TV becomes social again

  • Darren Waters
  • 25 May 08, 10:03 GMT

Remember the term "water cooler moment"; in which a TV show generated a social buzz and was talked about by colleagues at work after broadcast?

It seems to me that there are fewer and fewer water cooler moments, in part because television has become less of a cohesively social experience.

PVRS, video on demand, BitTorrent, digital download stores, DVD box sets have all helped to fracture the common viewing experience.

We tend to watch our TV content out of sync with one another these days.

But last night I experienced a water cooler moment as a programme was being broadcast. It was social TV at the point of broadcast, and it was thanks to Twitter.

Eurovision is precisely the kind of mass experience and mass participation event that made, and arguably still makes, TV so social.

People have parties, print off voting forms etc to help make the event more inclusive.

But that sense of common viewing is restricted to people in your living room, or friends pinging each other text messages.

Last night I was watching Eurovision with Twitter runnng on my laptop. In real time, my Twitter friends and I shared comments and made observations about the event as it was happening.

Twitter was being used to exend the experience of watching the event together, but also for people to share links to sites with backstory, or explainers etc.

Social TV became a kind of informed viewing experience.
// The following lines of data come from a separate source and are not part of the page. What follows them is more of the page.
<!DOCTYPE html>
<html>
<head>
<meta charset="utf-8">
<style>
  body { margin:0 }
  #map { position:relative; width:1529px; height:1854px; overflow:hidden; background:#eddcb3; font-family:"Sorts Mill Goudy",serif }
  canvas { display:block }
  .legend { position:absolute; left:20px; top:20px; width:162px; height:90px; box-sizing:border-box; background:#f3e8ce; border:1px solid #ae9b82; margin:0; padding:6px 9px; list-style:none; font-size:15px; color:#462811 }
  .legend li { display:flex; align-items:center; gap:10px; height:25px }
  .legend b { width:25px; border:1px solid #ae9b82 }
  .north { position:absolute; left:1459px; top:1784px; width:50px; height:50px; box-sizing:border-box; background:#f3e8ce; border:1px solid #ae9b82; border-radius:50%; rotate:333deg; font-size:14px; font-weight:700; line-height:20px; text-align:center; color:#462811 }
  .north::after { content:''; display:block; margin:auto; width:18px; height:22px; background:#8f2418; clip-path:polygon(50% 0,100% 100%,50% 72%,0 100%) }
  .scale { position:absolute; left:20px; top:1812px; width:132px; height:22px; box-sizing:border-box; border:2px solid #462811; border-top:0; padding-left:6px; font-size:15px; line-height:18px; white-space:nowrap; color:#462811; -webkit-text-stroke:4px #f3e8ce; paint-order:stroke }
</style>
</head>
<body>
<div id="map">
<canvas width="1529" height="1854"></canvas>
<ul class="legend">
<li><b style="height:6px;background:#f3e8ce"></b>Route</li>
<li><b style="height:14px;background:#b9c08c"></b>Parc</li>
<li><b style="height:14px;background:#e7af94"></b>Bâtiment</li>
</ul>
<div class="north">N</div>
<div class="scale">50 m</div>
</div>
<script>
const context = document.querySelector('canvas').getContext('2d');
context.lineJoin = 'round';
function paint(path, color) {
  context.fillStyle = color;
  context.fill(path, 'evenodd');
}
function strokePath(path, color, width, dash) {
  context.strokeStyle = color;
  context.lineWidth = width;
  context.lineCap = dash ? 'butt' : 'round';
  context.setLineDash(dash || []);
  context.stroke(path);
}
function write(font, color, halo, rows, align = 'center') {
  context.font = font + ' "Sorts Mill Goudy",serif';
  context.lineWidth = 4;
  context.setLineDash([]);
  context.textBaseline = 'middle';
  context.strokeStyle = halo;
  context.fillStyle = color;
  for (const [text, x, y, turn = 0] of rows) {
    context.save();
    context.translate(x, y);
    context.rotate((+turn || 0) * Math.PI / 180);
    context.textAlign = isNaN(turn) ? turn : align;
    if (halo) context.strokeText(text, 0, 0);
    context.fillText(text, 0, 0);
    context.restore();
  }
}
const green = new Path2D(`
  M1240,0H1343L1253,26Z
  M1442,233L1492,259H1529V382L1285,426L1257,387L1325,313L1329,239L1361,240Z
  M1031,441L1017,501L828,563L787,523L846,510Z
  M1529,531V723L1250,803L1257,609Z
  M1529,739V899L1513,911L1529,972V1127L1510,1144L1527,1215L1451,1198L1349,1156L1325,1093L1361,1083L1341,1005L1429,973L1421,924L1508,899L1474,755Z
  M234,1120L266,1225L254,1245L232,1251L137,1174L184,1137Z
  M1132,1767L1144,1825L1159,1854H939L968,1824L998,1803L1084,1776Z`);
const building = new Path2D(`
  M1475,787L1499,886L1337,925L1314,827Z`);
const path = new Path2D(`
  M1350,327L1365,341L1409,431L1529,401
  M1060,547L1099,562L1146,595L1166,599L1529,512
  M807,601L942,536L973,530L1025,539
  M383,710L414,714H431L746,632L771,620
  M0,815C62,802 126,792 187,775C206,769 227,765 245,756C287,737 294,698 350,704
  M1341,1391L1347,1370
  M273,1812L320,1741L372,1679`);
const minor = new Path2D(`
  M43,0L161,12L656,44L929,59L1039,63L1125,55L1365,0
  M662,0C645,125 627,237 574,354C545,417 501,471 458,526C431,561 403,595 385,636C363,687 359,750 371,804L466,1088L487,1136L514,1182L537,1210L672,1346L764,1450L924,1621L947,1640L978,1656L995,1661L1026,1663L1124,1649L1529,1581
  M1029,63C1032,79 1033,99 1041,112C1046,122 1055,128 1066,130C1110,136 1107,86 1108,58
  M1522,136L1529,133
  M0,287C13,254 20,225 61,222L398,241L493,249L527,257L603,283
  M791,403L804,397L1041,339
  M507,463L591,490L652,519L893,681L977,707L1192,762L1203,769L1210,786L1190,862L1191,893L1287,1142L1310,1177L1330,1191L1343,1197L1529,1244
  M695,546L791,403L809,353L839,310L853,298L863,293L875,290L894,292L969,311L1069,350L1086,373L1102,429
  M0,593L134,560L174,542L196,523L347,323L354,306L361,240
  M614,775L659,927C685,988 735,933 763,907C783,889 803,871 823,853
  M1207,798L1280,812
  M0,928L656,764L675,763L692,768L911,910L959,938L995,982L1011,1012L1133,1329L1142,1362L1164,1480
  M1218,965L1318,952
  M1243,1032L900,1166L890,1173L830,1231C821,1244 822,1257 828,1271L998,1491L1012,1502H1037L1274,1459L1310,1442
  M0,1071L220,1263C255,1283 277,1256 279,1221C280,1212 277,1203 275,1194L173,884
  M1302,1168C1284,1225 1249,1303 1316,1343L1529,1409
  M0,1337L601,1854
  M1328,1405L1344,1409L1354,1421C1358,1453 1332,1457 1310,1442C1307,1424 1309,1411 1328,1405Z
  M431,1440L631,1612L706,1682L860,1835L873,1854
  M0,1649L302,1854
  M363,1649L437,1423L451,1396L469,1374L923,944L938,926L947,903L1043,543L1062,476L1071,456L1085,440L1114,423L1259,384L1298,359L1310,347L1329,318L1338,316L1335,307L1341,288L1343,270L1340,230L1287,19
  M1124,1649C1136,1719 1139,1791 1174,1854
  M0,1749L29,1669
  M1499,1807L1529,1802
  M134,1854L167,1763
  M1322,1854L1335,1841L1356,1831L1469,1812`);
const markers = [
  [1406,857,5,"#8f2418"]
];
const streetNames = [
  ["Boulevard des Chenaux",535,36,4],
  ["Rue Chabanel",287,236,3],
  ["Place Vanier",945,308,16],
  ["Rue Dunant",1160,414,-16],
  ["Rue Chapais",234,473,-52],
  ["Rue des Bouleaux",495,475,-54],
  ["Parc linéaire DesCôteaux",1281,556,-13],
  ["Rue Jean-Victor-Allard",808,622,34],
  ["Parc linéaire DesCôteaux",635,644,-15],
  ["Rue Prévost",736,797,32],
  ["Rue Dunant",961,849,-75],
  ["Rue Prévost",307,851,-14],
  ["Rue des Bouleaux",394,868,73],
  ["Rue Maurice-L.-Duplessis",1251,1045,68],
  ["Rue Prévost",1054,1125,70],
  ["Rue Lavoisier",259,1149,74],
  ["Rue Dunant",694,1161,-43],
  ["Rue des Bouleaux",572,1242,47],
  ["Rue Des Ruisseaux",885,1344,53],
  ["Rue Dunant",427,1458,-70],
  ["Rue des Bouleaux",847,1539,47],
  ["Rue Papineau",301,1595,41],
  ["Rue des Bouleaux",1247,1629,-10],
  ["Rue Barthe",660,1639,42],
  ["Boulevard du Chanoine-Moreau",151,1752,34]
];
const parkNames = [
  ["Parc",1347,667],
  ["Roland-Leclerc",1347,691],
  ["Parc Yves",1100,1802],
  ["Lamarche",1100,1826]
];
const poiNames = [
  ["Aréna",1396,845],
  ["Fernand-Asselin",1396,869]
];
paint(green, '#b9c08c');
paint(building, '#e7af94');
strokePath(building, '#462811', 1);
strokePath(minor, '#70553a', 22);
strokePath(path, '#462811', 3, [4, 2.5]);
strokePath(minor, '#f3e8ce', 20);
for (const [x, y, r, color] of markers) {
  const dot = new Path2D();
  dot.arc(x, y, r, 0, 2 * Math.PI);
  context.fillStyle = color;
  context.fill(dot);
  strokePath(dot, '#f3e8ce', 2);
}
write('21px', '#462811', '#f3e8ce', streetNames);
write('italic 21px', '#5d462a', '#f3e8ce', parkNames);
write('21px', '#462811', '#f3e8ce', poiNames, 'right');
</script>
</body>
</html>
Amidst my friends and followers there were "power viewers", those who were able to add detail, explanation and expertise to the viewing, and "empowered viewers", those of us whose experience of combining TV and Twitter was made richer.

You could not only share pithy comments with friends on Twitter, but by searching for Eurovision on Tweetscan you could see what the whole Twitter community was saying about the event.

People were also encourage to "tag" their Eurovision comments using a hashtag, #eurovision, and so posts directly relating to the event could be followed in real time.

Other Twitter services like Summarize could also be used to grab a wider flavour of the discussions and debate.

So does this mean anything? Arguably all Twitter did was turn an old fashioned mass participation event, viewing Eurovision, into the digital age.

But imagine how Twitter could be used to build instant communities around real time TV content, be it programmes or event TV?

The interesting thing about last night was that it was totally spontaneous. There may be resistance/reluctance to doing this on a more structured, premeditated basis; but it would be an interesting experiment.

Twitter plus TV = informed viewing.

I'm excited by the potential.

My colleague Robin Haman, aka Cybersoc, has also blogged about this.